Processo nº 220/2012-II
(Autos de recurso penal)






ACORDAM NO TRIBUNAL DE SEGUNDA INSTÂNCIA DA R.A.E.M.:





Relatório

1. “A INSURANCE (INTERNACIONAL) LIMITED”, (A保險(國際)有限公司澳門分行), demandada no pedido de indemnização civil pelo demandante, B (B), enxertado nos presentes autos, vem recorrer do segmento decisório ínsito no Acórdão proferido pelo Colectivo do T.J.B., com o qual se fixou em MOP$500.000,00, a indemnização pelos danos não patrimoniais pelo dito demandante sofridos com o acidente de viação matéria dos autos.
Em sede das suas conclusões, diz o que segue:

“1ª O presente recurso vem interposto do douto Acórdão, proferido pelo Tribunal Colectivo nos vertentes autos, que condenou a Recorrente no pagamento ao Demandante civil da quantia de MOP$ 500,000.00 a título de Danos Não Patrimoniais.
2ª Entende a Recorrente que o Tribunal Colectivo errou ao apreciar a prova testemunhal produzida em audiência de julgamento, bem como a prova documental que se encontra junto aos autos de forma a fixar tal quantia a título de Danos Não Patrimoniais, daí não concordar com a Decisão do Tribunal a quo nesta parte, já que resulta claramente que a decisão recorrida, interpretada de per si, com a experiência comum e com os elementos dos autos nela acolhidos, se encontra inquinada do vício constante do art. 400°, n° 2 alínea c) do Código de Processo Penal - erro notório na apreciação da prova, e que após a reapreciação da prova por parte desse Venerando Tribunal da Segunda Instância, deverá ser proferido douto Acórdão que considere como excessiva a atribuição ao ofendido de MOP$ 500,000.00 a título de Danos Não Patrimoniais.

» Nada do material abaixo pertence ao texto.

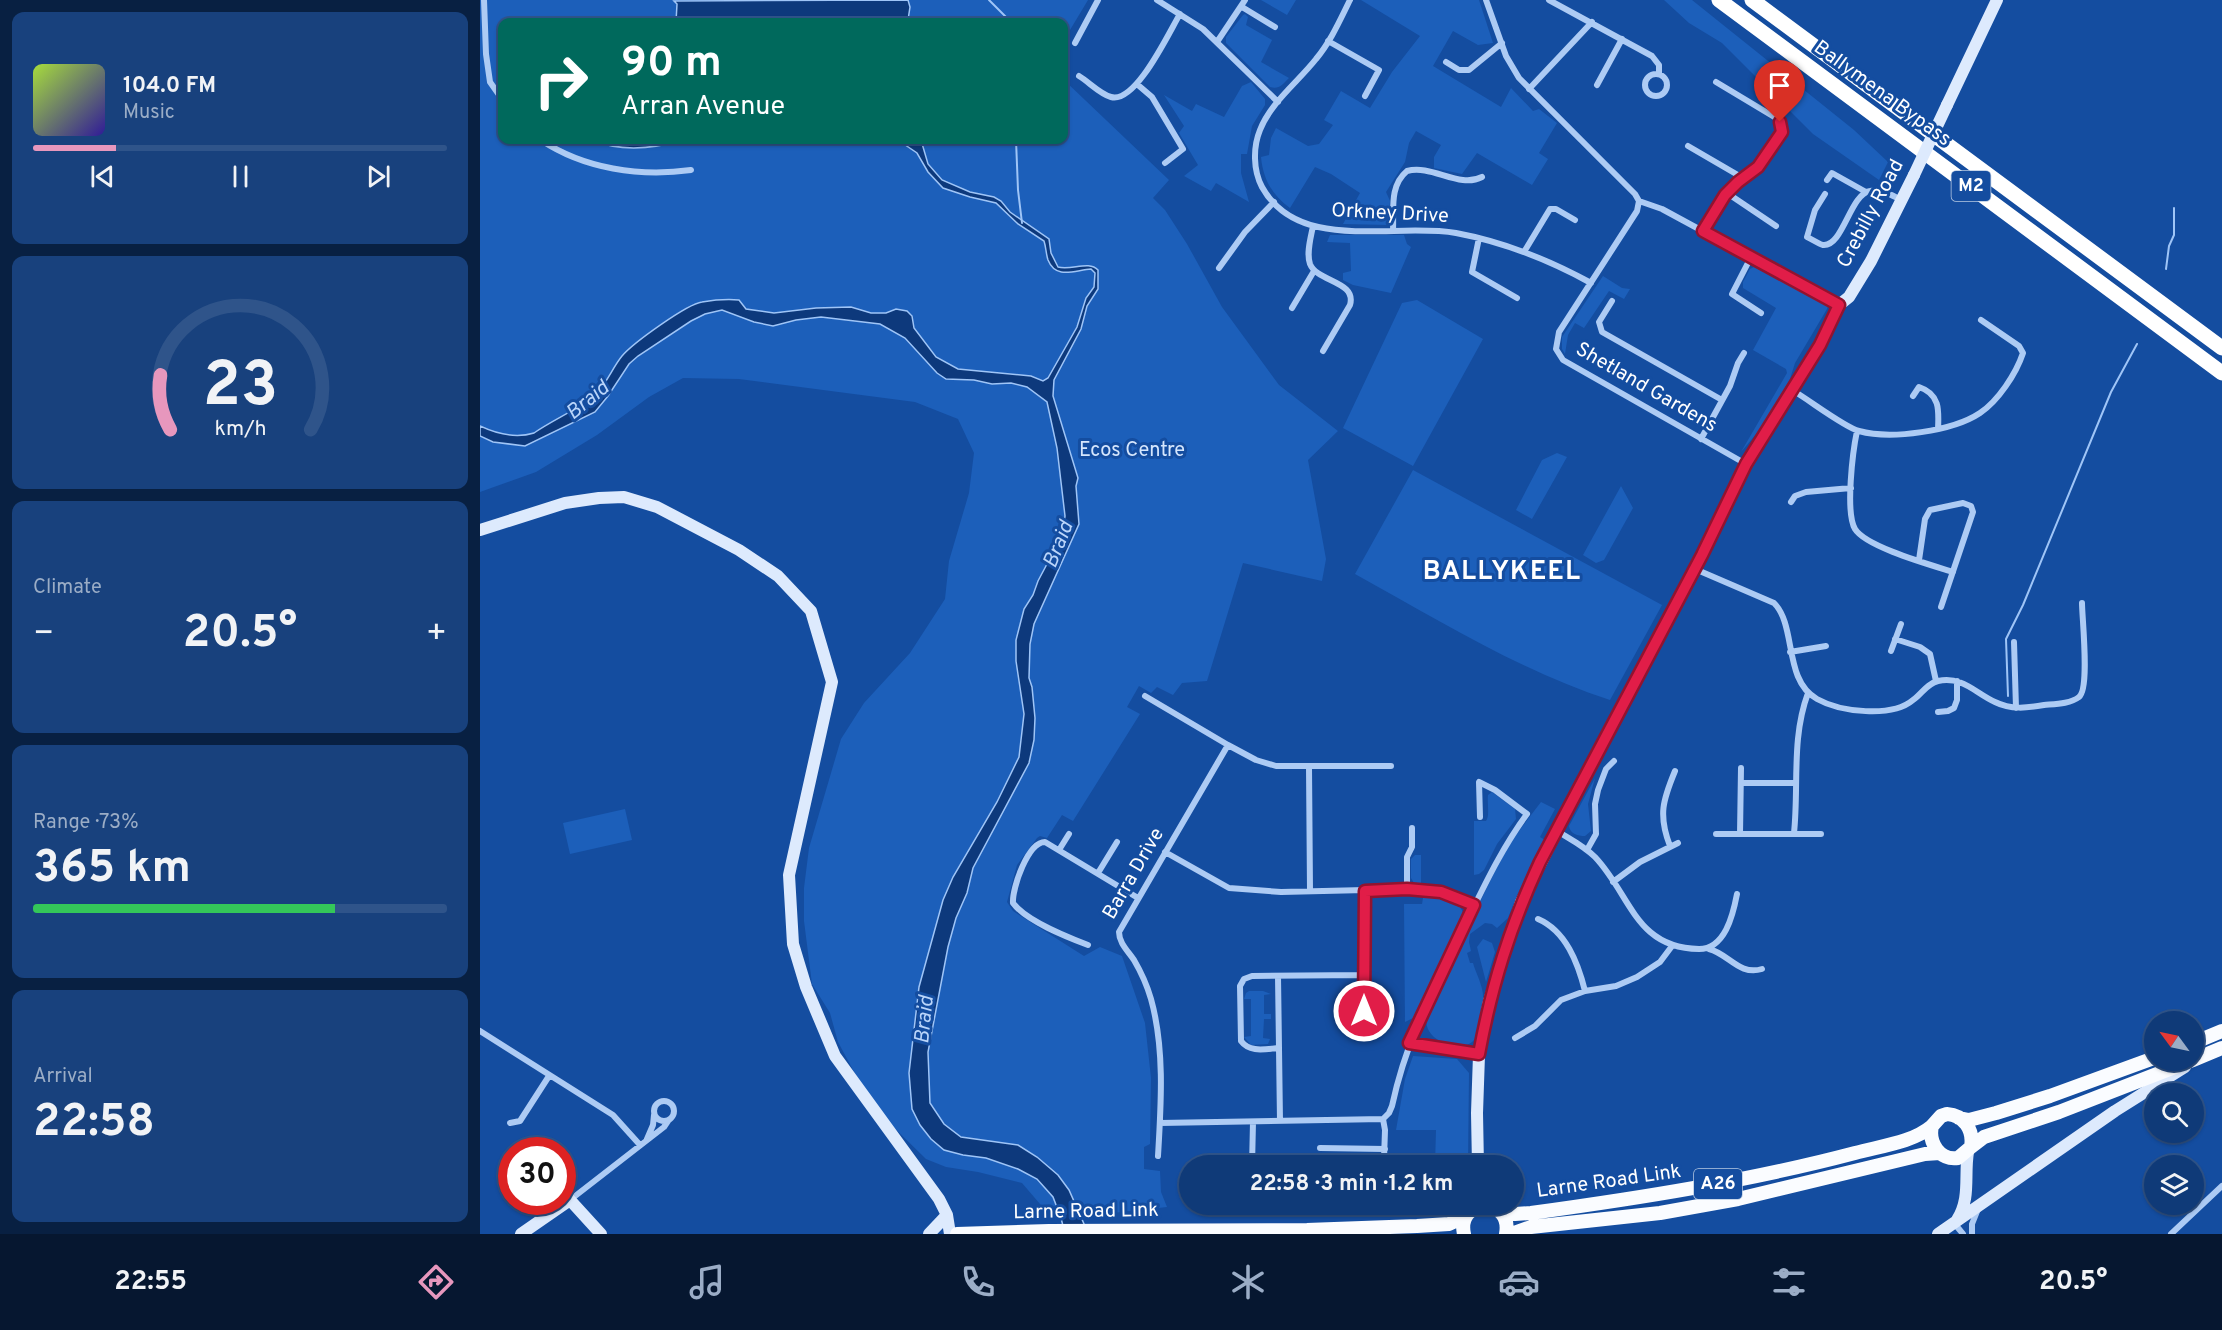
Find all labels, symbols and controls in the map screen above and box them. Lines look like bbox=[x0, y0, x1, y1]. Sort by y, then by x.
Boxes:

3ª No presente processo, existe suporte de gravação, o que permitirá ao douto Tribunal de Segunda Instância melhor avaliar, e decidir, sobre o ora invocado erro notório na apreciação da prova, requerendo-se expressamente a renovação da prova, nos termos admitidos no art. 415° do Código de Processo Penal.
4ª Ora, tendo em atenção os factos dados por provados pelo Digno Tribunal Colectivo na douta sentença e o conteúdo das declarações transcritas da testemunha dos autos C, não se entende como é que se consignou que durante o internamento e os tratamentos clínicos, o ofendido tem sentido dores inexprimíveis. Os sentimentos de angústia, de desespero e de medo só entendem aqueles que os sofreram. Por causa do acidente o ofendido ficou desempregado. Pior ainda anda a precisar de gastar mais dinheiro e sofreu de stress e mal disposição.

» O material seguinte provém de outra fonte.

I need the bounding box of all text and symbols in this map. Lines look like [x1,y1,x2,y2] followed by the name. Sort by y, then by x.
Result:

5ª Do depoimento da Testemunha C não se inferem tais factos, pois nunca de tal falou. E tais factos só poderão ser provados por alguém próximo ao ofendido e que tenha sentido que o mesmo experimentou tais sensações. E tal nunca foi dito ou demonstrado pela testemunha.
6ª Isto porque das declarações da supra citada testemunha, esta declarou que o ofendido fracturou a perna direita e que durante os tratamentos o ofendido estava um pouco em baixo. E que por não conseguir andar normalmente isso influenciou a sua vida. Mas que agora está totalmente recuperado. Mais declarou que o ofendido depois de ter recuperado continuou a trabalhar para o Venetian durante 9 meses e que depois deixou a Venetian por iniciativa própria e regressou a Hong Kong. Salientando que o ofendido lhe tinha dito que presentemente estava totalmente recuperado (Transcrição da nossa responsabilidade e constante da gravação junto aos autos).

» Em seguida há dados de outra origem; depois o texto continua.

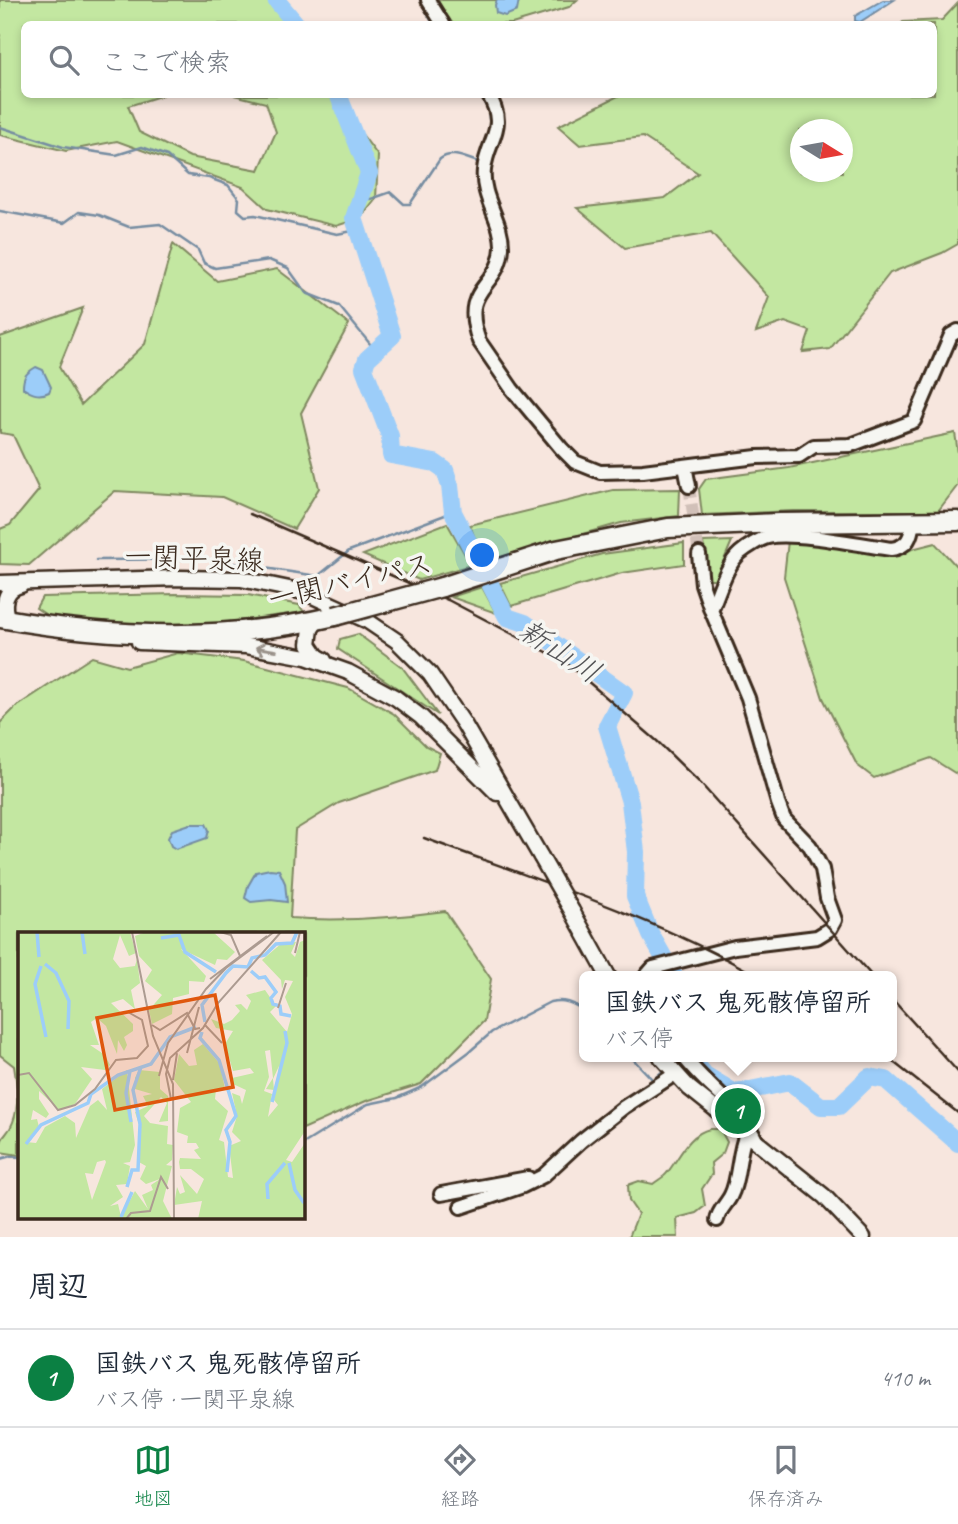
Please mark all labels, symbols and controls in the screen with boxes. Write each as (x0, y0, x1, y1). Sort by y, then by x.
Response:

7ª E mesmo dos documentos médicos junto aos autos e dos relatórios médicos que o demandante civil junta ao seu pedido cível e que se encontram identificados como fls. 142 e 143 dos autos, pode - se concluir que em 24 de Fevereiro de 2009 o ofendido já pode trabalhar normalmente e em 12 de Junho de 2009 o doente já se recuperou e não tem dificuldade nos movimentos da articulação, salvo uma dor moderada, não lhe sendo identificada nenhuma deficiência.
8ª Sendo por isso de todo incompreensível que o Douto Tribunal a quo tenha dado como provados os factos acima descritos, incluindo o facto de que o ofendido tenha ficado desempregado por causa do acidente e que, para tanto, tenha fixado a indemnização a título de Danos Não Patrimoniais no montante de MOP$ 500.000,00.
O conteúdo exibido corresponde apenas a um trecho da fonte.